Syria Approves Constitution Referendum Amid Violence
Today, President Bashar al-Assad’s government announced voters had “overwhelmingly approved” a new constitution that had be criticized internationally as a “sham.” As foreign powers met in Tunis to devise a plan to expedite Bashar Al-Assad’s departure and halt the ongoing violence taking place across Syria, the Syrian Interior Ministry announced that the constitutions,, which could keep Assad in power until 2028, had received an 89.4% approval by more than eight million voters.
The vote was conducted in the midst of extreme violence, and was decried by the international community as a “farce.” Assad said the new constitution will produce multi-party elections within three months. The new constitution “drops a clause making Assad’s Baath party the leader of state and society,” allows for political pluralism, and limits a president to two seven-year terms. Although Syrian officials reported a 60 percent voter turnout, diplomats touring the polling stations reported seeing “only a handful” of voters.

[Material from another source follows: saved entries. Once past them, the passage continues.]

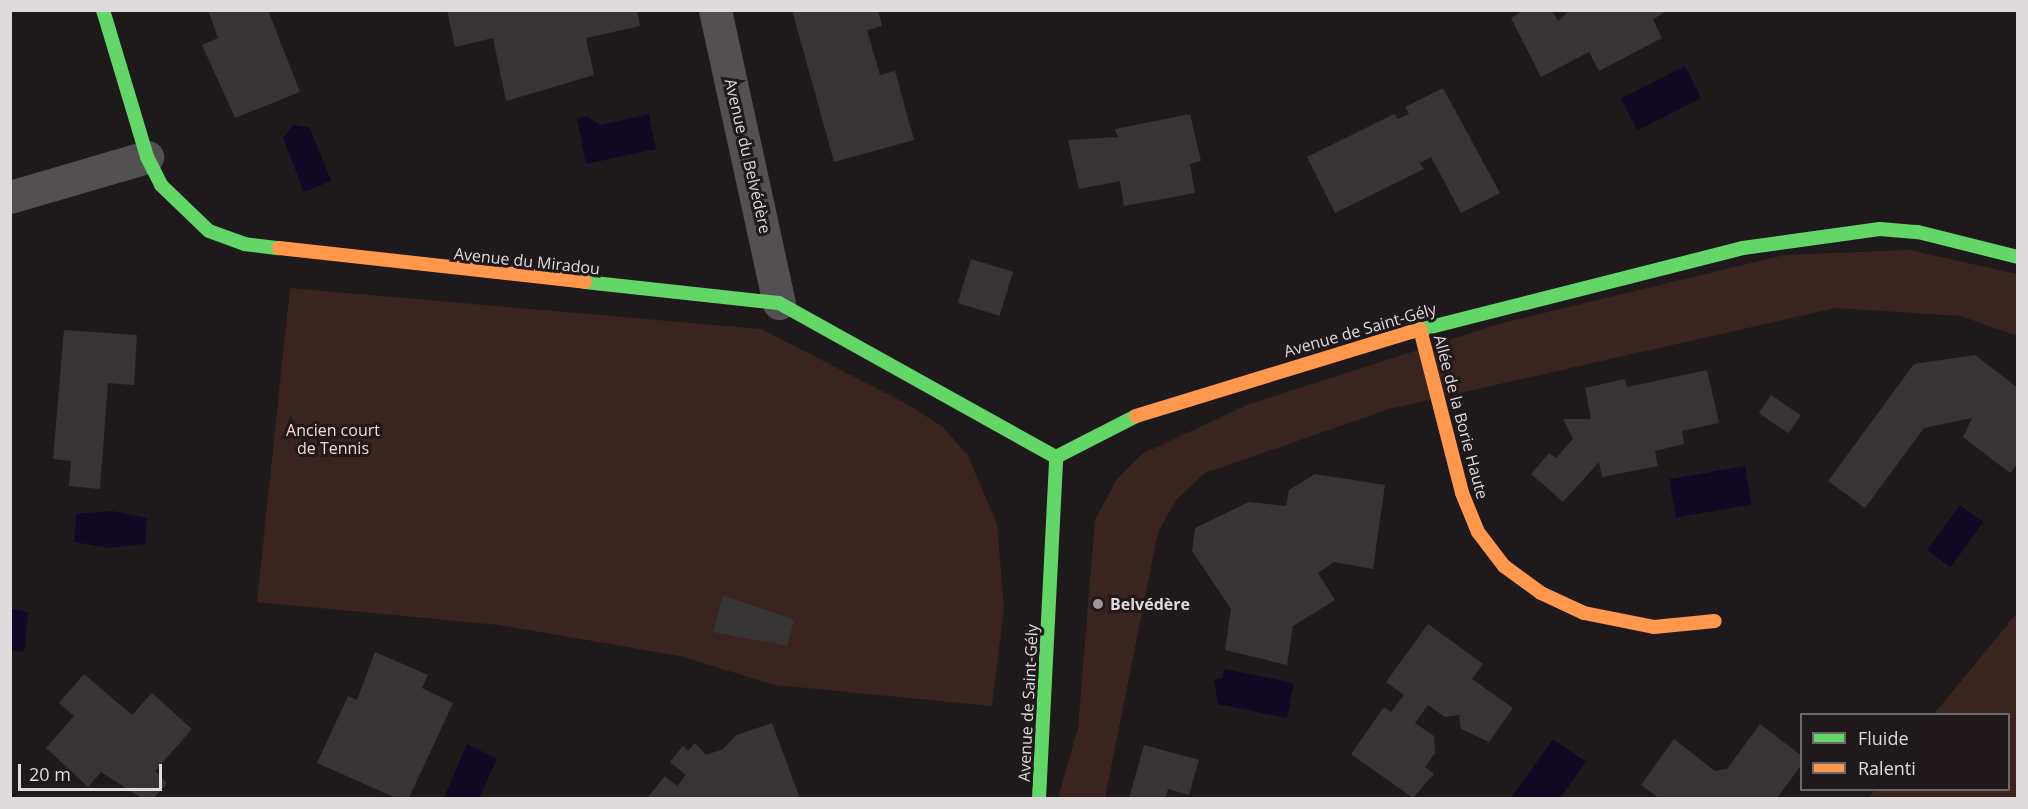 <!DOCTYPE html>
<meta charset="utf-8">
<style>
body{margin:0}
#map{position:relative;width:2028px;height:809px;overflow:hidden;background:#1e1a1c;font-family:"Open Sans",sans-serif}
div>[style]{position:absolute}
[style*='--x']{left:calc(var(--x)*1px);top:calc(var(--y)*1px);width:calc(var(--w)*1px);rotate:calc(var(--a)*1deg)}
.green>*{inset:0;background:#39241f}
.water>*{inset:0;background:#110823;transform-origin:0 0}
.building>*{inset:0;background:#363435;transform-origin:0 0}
.street>*{height:33px;margin:-16.5px;padding:0 16.5px;transform-origin:16.5px;border-radius:16.5px;background:#535052}
.fast>*{height:14px;margin:-7px;padding:0 7px;transform-origin:7px;border-radius:7px;background:#63d668}
.slow>*{height:14px;margin:-7px;padding:0 7px;transform-origin:7px;border-radius:7px;background:#ff974d}
.dots>*{width:16px;height:16px;translate:-50% -50%;box-sizing:border-box;border:3px solid #1f191c;border-radius:50%}
span{translate:-50% -50%;white-space:nowrap;text-align:center;line-height:1.15;-webkit-text-stroke:6px #1f191c;paint-order:stroke}
.street-label{font-size:16px;color:#dfdbdd}
.park-label{font-size:16px;color:#f6d8ce}
.poi-label{font-size:16px;color:#dfdbdd;font-weight:700}
.left{translate:0 -50%;text-align:left}
.frame{position:absolute;inset:0;border:12px solid #dfdbdd;pointer-events:none}
.legend{position:absolute;left:1800px;top:713px;width:210px;height:78px;box-sizing:border-box;background:#1f191c;border:2px solid #6c6769;margin:0;padding:8px 10px;list-style:none;font-size:18px;color:#dfdbdd}
.legend li{display:flex;align-items:center;gap:12px;height:30px}
.legend b{width:30px;border:2px solid #6c6769}
.scale{position:absolute;left:18px;top:764px;width:144px;height:27px;box-sizing:border-box;border:3px solid #dfdbdd;border-top:0;padding-left:8px;font-size:18px;line-height:21px;white-space:nowrap;color:#dfdbdd;-webkit-text-stroke:4px #1f191c;paint-order:stroke}
</style>
<div id="map">
<div class="green">
<i style="clip-path:polygon(1909px 250px,2017px 274px,2017px 336px,1961px 316px,1836px 308px,1389px 409px,1205px 473px,1176px 500px,1158px 532px,1105px 798px,1058px 798px,1078px 728px,1095px 520px,1117px 479px,1142px 454px,1247px 405px,1502px 323px,1784px 255px)"></i>
<i style="clip-path:polygon(290px 288px,761px 329px,907px 404px,943px 427px,968px 456px,997px 524px,1004px 607px,992px 706px,775px 685px,680px 656px,499px 625px,257px 602px)"></i>
<i style="clip-path:polygon(2017px 613px,2017px 798px,1868px 798px,1875px 790px,2008px 790px,2008px 714px,1934px 714px)"></i>
</div>
<div class="water">
<i style="left:1685px;top:66px;width:36px;height:72px;rotate:63deg"></i>
<i style="clip-path:polygon(649px 114px,656px 149px,586px 164px,577px 119px,587px 116px,600px 125px)"></i>
<i style="clip-path:polygon(294px 125px,310px 128px,331px 181px,304px 192px,283px 138px)"></i>
<i style="left:1745px;top:466px;width:39px;height:77px;rotate:80deg"></i>
<i style="left:1960px;top:505px;width:29px;height:56px;rotate:36deg"></i>
<i style="clip-path:polygon(112px 511px,147px 518px,145px 544px,109px 548px,74px 542px,76px 514px)"></i>
<i style="clip-path:polygon(11px 609px,28px 612px,24px 652px,11px 650px)"></i>
<i style="clip-path:polygon(1224px 669px,1294px 683px,1287px 718px,1218px 704px,1214px 680px,1223px 677px)"></i>
<i style="clip-path:polygon(1553px 739px,1586px 762px,1560px 798px,1511px 798px)"></i>
<i style="clip-path:polygon(467px 744px,497px 759px,479px 798px,444px 798px)"></i>
</div>
<div class="building">
<i style="clip-path:polygon(208px 10px,268px 10px,300px 92px,235px 118px,202px 45px,218px 38px)"></i>
<i style="clip-path:polygon(447px 10px,637px 10px,640px 26px,586px 38px,594px 75px,506px 101px,493px 38px,455px 47px)"></i>
<i style="clip-path:polygon(792px 10px,878px 10px,882px 26px,867px 30px,880px 75px,895px 71px,914px 140px,834px 162px)"></i>
<i style="clip-path:polygon(1524px 10px,1552px 10px,1558px 21px,1570px 10px,1669px 10px,1653px 19px,1662px 38px,1599px 71px,1589px 52px,1541px 77px,1511px 18px)"></i>
<i style="clip-path:polygon(1443px 88px,1500px 193px,1461px 213px,1431px 157px,1420px 163px,1424px 169px,1335px 213px,1307px 157px,1394px 114px,1398px 119px,1409px 114px,1405px 107px)"></i>
<i style="clip-path:polygon(1190px 114px,1201px 161px,1190px 164px,1195px 193px,1124px 206px,1120px 181px,1079px 189px,1068px 140px,1118px 137px,1115px 129px)"></i>
<i style="left:971px;top:259px;width:44px;height:46px;rotate:17deg"></i>
<i style="clip-path:polygon(64px 330px,137px 335px,134px 385px,108px 383px,100px 489px,69px 486px,71px 461px,53px 459px)"></i>
<i style="clip-path:polygon(1975px 355px,2018px 388px,2018px 463px,2010px 473px,1963px 437px,1972px 418px,1924px 428px,1865px 508px,1828px 481px,1914px 364px)"></i>
<i style="clip-path:polygon(1707px 370px,1719px 423px,1682px 431px,1684px 444px,1655px 451px,1658px 466px,1602px 477px,1599px 462px,1563px 502px,1531px 474px,1549px 453px,1556px 458px,1573px 439px,1563px 419px,1591px 419px,1585px 388px,1625px 379px,1627px 387px)"></i>
<i style="left:1771px;top:395px;width:36px;height:22px;rotate:34deg"></i>
<i style="clip-path:polygon(1315px 474px,1385px 485px,1373px 569px,1334px 562px,1318px 573px,1335px 600px,1293px 626px,1287px 665px,1225px 650px,1231px 609px,1192px 551px,1195px 528px,1249px 502px,1286px 506px,1289px 490px)"></i>
<i style="clip-path:polygon(723px 595px,794px 620px,787px 646px,713px 632px)"></i>
<i style="clip-path:polygon(1428px 624px,1483px 664px,1472px 679px,1513px 708px,1489px 742px,1461px 729px,1459px 715px,1445px 717px,1428px 705px,1415px 723px,1434px 736px,1435px 753px,1425px 767px,1434px 774px,1413px 798px,1351px 754px,1384px 707px,1391px 712px,1404px 695px,1386px 682px)"></i>
<i style="clip-path:polygon(375px 652px,428px 675px,422px 688px,453px 703px,409px 798px,396px 798px,317px 763px,348px 696px,357px 700px)"></i>
<i style="clip-path:polygon(84px 674px,132px 715px,152px 693px,192px 729px,155px 771px,167px 783px,154px 798px,141px 798px,101px 772px,88px 787px,46px 748px,74px 716px,59px 703px)"></i>
<i style="clip-path:polygon(772px 723px,800px 798px,647px 798px,665px 776px,677px 786px,686px 775px,670px 762px,683px 746px,688px 751px,695px 743px,706px 755px,723px 749px,736px 735px)"></i>
<i style="clip-path:polygon(1760px 724px,1802px 756px,1802px 764px,1777px 798px,1659px 798px,1641px 785px,1674px 739px,1715px 771px,1727px 769px)"></i>
<i style="clip-path:polygon(1144px 745px,1199px 760px,1189px 795px,1168px 789px,1166px 798px,1129px 798px)"></i>
</div>
<div class="street">
<i style="--x:715;--y:10;--w:300;--a:77.7"></i>
<i style="--x:10;--y:197;--w:143;--a:-16.3"></i>
</div>
<div class="fast">
<i style="--x:103;--y:10;--w:153;--a:73.3"></i>
<i style="--x:147;--y:157;--w:31;--a:63"></i>
<i style="--x:161;--y:185;--w:66;--a:43.8"></i>
<i style="--x:209;--y:231;--w:37;--a:20"></i>
<i style="--x:244;--y:244;--w:35;--a:7"></i>
<i style="--x:585;--y:282;--w:195;--a:6.2"></i>
<i style="--x:779;--y:303;--w:317;--a:29.1"></i>
<i style="--x:1411;--y:332;--w:342;--a:-14.2"></i>
<i style="--x:1743;--y:248;--w:138;--a:-7.9"></i>
<i style="--x:1880;--y:229;--w:38;--a:5"></i>
<i style="--x:1918;--y:232;--w:103;--a:14"></i>
<i style="--x:1039;--y:798;--w:341;--a:-87.1"></i>
<i style="--x:1056;--y:457;--w:90;--a:-27.1"></i>
</div>
<div class="slow">
<i style="--x:279;--y:248;--w:308;--a:6.3"></i>
<i style="--x:1420;--y:329;--w:169;--a:75.6"></i>
<i style="--x:1462;--y:493;--w:42;--a:67.7"></i>
<i style="--x:1478;--y:532;--w:43;--a:52.6"></i>
<i style="--x:1504;--y:566;--w:46;--a:36.1"></i>
<i style="--x:1541;--y:593;--w:47;--a:24.9"></i>
<i style="--x:1584;--y:613;--w:71;--a:11.3"></i>
<i style="--x:1654;--y:627;--w:61;--a:-5.6"></i>
<i style="--x:1136;--y:416;--w:288;--a:-17"></i>
</div>
<div class="dots">
<i style="left:1098px;top:604px;background:#9b9799"></i>
</div>
<div class="street-label">
<span style="left:748px;top:156px;rotate:77deg">Avenue du Belvédère</span>
<span style="left:527px;top:261px;rotate:6deg">Avenue du Miradou</span>
<span style="left:1360px;top:330px;rotate:-16deg">Avenue de Saint-Gély</span>
<span style="left:1461px;top:417px;rotate:75deg">Allée de la Borie Haute</span>
<span style="left:1028px;top:703px;rotate:-87deg">Avenue de Saint-Gély</span>
</div>
<div class="park-label">
<span style="left:333px;top:439px">Ancien court<br>de Tennis</span>
</div>
<div class="poi-label">
<span class="left" style="left:1110px;top:604px">Belvédère</span>
</div>
<div class="frame"></div>
<ul class="legend">
<li><b style="height:8px;background:#63d668"></b>Fluide</li>
<li><b style="height:8px;background:#ff974d"></b>Ralenti</li>
</ul>
<div class="scale">20 m</div>
</div>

U.S. Secretary of State Hillary Clinton rejected the vote as a “sinister ploy.” “It’s a phony referendum that is going to get used by Assad to justify what he is doing to other Syrians,” she told CBS news. Clinton called on Syrian urged soldiers, business leaders, ad minorities to continue to desert him. “The longer you support the regime’s campaign of violence against your brothers and sisters, the more it will stain your honor,” she said.
Opposition groups continued to face government violence demonstrating against the referendum holding signs that read, “we step on the new constitution.” “The Assad regime is arresting hundreds of our sons and brothers, has killed and injured hundreds, so we don’t care about this constitution,” said Ziad, 25, of Ma’adamiah, who only gave his first name out of fear. “Syrians will write their real constitution after we finish this regime.”